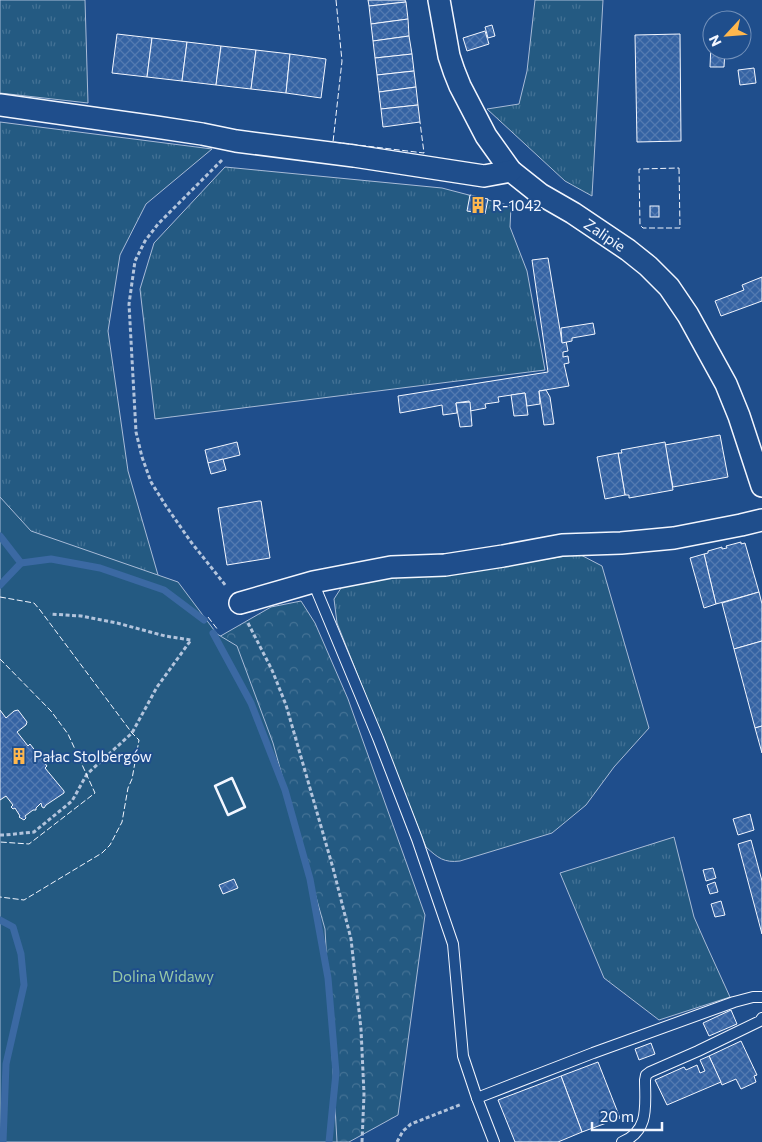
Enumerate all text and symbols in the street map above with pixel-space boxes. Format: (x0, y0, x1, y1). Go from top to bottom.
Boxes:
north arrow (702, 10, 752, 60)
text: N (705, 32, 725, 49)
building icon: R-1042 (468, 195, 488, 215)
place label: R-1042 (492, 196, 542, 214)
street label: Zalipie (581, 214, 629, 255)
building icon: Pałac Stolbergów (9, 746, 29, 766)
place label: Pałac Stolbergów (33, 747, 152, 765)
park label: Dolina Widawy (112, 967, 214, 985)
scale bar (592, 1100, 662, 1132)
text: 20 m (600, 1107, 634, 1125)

----------------------------------------

TASK INSTRUCTIONS:
Repeat the records above exactly. No pictures go into the repeat.

REPLY:
Enumerate all text and symbols in the street map above with pixel-space boxes. Format: (x0, y0, x1, y1). Go from top to bottom.
Boxes:
north arrow (702, 10, 752, 60)
text: N (705, 32, 725, 49)
building icon: R-1042 (468, 195, 488, 215)
place label: R-1042 (492, 196, 542, 214)
street label: Zalipie (581, 214, 629, 255)
building icon: Pałac Stolbergów (9, 746, 29, 766)
place label: Pałac Stolbergów (33, 747, 152, 765)
park label: Dolina Widawy (112, 967, 214, 985)
scale bar (592, 1100, 662, 1132)
text: 20 m (600, 1107, 634, 1125)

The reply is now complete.